Gegenüber spezifischen Transaktionssteuern hat eine breit basierte allgemeine Finanztransaktionssteuer einige grundsätzliche Vorteile. Erstens verhindert die Besteuerung sämtlicher Finanztransaktionen Ausweichreaktionen von besteuerten auf nicht-besteuerte Transaktionen. Zweitens sind aufgrund der sehr breiten Bemessungsgrundlage auch bei einem geringfügigen Steuersatz beträchtliche Einnahmen zu erwarten. Ein solcher sehr geringer Steuersatz würde sehr kurzfristige spekulative und potentiell destabilisierende Transaktionen unrentabel machen und daher effektiv unterbinden. Längerfristig angelegte und an realwirtschaftliche Tatbestände und Vorgänge anknüpfende Transaktionen – wie etwa Devisentransaktionen zur Finanzierung von ausländischen Direktinvestitionen oder langfristige Veranlagungen von Pensionsfonds – würden dagegen von einem sehr niedrigen Steuersatz kaum beeinträchtigt. Eine allgemeine, breit basierte Finanztransaktionssteuer mit einem sehr geringen Steuersatz ist daher prinzipiell sehr gut geeignet, einen Finanzierungs- mit einem Lenkungszweck zu verbinden.

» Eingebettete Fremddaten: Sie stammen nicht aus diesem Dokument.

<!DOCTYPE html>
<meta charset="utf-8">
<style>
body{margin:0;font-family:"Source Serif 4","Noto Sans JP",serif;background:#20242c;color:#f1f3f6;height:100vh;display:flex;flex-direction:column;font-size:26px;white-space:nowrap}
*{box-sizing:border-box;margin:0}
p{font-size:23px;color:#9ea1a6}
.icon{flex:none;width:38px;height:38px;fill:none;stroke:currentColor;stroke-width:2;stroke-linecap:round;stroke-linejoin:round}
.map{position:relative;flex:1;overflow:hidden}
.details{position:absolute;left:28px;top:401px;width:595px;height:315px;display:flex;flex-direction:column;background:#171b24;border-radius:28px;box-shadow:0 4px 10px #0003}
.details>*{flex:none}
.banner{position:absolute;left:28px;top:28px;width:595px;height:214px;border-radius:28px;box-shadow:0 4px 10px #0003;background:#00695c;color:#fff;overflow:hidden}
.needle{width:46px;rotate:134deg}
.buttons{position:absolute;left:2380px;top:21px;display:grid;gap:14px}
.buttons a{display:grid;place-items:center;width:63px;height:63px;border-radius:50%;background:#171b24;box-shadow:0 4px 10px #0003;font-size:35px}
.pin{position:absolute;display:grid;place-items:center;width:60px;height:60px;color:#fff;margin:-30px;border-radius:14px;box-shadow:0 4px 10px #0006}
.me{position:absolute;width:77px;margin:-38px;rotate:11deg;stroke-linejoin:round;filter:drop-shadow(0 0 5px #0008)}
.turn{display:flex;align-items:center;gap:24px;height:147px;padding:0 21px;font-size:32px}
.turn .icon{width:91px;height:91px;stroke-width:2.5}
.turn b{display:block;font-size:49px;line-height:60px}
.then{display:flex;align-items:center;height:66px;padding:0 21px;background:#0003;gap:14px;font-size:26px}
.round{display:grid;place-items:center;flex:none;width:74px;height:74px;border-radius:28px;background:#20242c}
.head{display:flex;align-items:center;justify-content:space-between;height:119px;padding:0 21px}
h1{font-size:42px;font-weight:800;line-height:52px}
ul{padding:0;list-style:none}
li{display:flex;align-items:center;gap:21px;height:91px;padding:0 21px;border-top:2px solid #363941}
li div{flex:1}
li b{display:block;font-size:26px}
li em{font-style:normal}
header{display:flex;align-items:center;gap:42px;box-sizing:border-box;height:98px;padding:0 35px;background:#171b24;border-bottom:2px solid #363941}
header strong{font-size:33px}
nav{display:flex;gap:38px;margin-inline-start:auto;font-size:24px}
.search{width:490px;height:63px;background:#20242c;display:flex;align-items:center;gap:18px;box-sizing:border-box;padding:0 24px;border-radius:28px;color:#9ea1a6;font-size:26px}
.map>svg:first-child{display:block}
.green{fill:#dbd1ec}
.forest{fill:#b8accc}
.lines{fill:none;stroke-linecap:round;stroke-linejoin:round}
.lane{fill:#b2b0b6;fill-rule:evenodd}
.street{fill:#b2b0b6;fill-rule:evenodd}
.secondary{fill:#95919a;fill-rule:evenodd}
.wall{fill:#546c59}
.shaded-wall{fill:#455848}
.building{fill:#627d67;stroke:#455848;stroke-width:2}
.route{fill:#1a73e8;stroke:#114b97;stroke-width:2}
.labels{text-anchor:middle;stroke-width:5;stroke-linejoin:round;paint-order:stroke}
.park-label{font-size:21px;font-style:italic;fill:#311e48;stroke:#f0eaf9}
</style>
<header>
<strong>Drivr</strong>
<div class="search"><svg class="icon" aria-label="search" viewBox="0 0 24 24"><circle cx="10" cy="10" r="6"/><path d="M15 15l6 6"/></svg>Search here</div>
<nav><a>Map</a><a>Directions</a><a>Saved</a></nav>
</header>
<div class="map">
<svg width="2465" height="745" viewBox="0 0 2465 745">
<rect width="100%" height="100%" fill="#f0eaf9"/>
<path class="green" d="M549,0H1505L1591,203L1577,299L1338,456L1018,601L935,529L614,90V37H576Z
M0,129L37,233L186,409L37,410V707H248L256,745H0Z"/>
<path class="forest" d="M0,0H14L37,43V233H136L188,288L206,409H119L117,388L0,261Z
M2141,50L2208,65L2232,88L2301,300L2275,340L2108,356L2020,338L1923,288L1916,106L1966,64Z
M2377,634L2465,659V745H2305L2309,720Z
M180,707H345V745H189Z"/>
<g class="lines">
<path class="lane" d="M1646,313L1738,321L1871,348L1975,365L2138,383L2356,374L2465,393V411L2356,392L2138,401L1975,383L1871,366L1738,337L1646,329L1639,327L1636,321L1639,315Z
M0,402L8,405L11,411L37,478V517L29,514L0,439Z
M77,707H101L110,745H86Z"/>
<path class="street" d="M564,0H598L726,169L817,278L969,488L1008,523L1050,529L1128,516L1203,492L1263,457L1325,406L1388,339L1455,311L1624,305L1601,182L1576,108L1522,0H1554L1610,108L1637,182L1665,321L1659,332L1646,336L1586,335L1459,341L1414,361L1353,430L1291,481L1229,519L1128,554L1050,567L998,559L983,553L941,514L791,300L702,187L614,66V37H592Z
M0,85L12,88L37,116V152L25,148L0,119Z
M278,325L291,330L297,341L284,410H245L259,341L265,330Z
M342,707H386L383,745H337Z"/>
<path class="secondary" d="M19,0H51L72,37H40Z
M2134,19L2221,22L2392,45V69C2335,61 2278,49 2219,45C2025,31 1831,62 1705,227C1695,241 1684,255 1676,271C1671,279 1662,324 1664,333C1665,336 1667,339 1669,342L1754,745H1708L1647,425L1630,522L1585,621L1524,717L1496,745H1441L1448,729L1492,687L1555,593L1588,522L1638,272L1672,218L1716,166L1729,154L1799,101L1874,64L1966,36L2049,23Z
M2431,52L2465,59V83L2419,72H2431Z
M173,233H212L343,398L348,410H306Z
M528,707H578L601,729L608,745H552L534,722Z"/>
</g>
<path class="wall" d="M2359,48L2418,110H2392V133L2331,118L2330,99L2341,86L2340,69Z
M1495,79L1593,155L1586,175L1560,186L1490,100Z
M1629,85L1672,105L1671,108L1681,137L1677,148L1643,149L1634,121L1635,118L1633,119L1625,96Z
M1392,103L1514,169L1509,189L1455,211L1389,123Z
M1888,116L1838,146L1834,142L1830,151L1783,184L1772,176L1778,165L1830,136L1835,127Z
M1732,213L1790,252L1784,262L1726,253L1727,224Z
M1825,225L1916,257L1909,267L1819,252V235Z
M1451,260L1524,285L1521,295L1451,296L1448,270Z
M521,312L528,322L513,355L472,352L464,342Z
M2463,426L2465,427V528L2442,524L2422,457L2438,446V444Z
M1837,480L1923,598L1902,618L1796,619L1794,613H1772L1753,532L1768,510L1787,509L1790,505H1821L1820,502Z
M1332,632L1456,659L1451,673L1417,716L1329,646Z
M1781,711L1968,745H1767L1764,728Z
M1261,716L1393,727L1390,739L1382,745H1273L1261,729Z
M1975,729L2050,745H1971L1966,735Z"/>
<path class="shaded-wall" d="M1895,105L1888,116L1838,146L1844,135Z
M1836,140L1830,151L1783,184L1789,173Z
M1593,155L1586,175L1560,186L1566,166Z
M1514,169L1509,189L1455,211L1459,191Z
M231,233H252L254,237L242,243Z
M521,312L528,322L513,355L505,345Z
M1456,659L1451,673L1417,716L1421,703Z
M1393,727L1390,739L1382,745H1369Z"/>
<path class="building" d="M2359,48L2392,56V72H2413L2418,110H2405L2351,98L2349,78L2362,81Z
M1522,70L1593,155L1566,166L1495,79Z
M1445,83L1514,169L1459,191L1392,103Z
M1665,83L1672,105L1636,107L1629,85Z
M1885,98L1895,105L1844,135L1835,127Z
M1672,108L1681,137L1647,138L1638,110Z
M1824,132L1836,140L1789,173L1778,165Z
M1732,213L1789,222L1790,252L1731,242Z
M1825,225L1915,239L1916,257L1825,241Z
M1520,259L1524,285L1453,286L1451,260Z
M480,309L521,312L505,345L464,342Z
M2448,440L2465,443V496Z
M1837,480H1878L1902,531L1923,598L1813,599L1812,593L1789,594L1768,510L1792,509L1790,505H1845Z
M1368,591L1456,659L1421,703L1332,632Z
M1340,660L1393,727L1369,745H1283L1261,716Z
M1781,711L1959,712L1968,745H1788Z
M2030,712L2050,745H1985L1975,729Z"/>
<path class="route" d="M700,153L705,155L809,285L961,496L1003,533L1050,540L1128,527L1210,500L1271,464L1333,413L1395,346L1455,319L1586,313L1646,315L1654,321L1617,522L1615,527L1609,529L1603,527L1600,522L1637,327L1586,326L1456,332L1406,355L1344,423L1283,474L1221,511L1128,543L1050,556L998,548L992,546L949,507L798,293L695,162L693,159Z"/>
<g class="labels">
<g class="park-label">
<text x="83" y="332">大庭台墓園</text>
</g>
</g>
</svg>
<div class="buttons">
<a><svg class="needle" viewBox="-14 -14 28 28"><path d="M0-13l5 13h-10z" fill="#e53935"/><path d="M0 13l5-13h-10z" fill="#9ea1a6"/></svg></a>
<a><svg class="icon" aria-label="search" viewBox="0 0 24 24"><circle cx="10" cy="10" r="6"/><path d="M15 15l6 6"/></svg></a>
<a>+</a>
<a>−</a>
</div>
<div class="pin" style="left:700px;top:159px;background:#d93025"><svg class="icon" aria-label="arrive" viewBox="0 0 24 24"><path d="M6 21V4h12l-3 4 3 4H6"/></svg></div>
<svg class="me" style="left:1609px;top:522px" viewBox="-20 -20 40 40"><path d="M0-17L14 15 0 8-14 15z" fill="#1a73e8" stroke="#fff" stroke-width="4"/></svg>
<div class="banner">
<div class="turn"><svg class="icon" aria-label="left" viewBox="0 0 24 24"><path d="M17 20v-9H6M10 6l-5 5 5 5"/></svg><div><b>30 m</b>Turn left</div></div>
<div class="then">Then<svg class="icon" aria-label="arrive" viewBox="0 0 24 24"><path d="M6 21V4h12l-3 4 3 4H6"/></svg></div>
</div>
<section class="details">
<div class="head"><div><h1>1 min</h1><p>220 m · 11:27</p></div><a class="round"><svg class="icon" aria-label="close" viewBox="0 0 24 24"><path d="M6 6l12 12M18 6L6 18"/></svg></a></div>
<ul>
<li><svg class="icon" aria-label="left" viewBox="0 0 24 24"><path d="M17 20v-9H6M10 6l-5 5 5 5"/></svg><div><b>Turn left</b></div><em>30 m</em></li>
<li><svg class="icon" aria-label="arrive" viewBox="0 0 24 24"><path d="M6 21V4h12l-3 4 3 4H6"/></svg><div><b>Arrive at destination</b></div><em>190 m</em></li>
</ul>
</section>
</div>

In den letzten Jahren wurden eine Reihe von empirischen Untersuchungen zu den Wirkungen der Besteuerung von Finanztransaktionssteuern auf Liquidität, Volatilität und Handelsvolumen auf den besteuerten Märkten sowie auf die Kapitalkosten veröffentlicht. Ein aktueller Literaturüberblick von Hemmelgarn et al. (2015) zeigt ein gemischtes Bild und macht deutlich, dass die konkreten Gestaltungsdetails einer Finanztransaktionssteuer entscheidend für ihre tatsächlichen Effekte sind. Letztlich ist aber auch festzuhalten, dass sich die vorliegende empirische Evidenz notgedrungen auf rein nationale Erfahrungen stützen muss, von denen nur in begrenztem Maße auf Durchsetzbarkeit und Effekte einer international koordinierten, auf harmonisierter und sehr breiter Grundlage in einer größeren Gruppe von Ländern eingeführten Finanztransaktionssteuer schließen lässt.
Initiativen zur Einführung einer EU-weiten Finanztransaktionssteuer
Nach dem Scheitern einer Einigung auf G20-Ebene über die international koordinierte Einführung einer Finanztransaktionssteuer begann die Europäische Kommission 2010 mit der Prüfung von Optionen einer Besteuerung des Finanzsektors (siehe European Commission, 2010). Ihr 2011 vorgelegter Vorschlag einer EU-weiten breit basierten allgemeinen Finanztransaktionssteuer sah die Einführung von Mindeststeuersätzen ab 2014 vor: 0,1% auf Aktien- und Anleihenumsätze und 0,01% auf den Handel mit Derivaten von Aktien und Anleihen. Devisengeschäfte am Spotmarkt und andere Derivate sowie typische Finanzgeschäfte von Kleinsparern wie Kredite, Hypotheken, Versicherungsverträge und Kreditkartenumsätze sollten steuerbefreit sein. Betroffen wären Banken, Versicherungen sowie Fonds oder Hedgefonds. Die potentiellen Einnahmen bei EU-weiter Einhebung wurden auf 57 Mrd. € geschätzt. Neben der Stabilisierung des Finanzsektors sollte die Finanztransaktionssteuer einen angemessenen Beitrag der Finanzinstitutionen zu den Krisenkosten sicherstellen. Zudem würde sie für eine gewisse Angleichung der in einer Reihe von EU-Staaten bestehenden nationalen spezifischen Finanztransaktionssteuern (siehe Übersicht 1) sorgen und damit bestehende Verzerrungen auf dem Europäischen Binnenmarkt beseitigen.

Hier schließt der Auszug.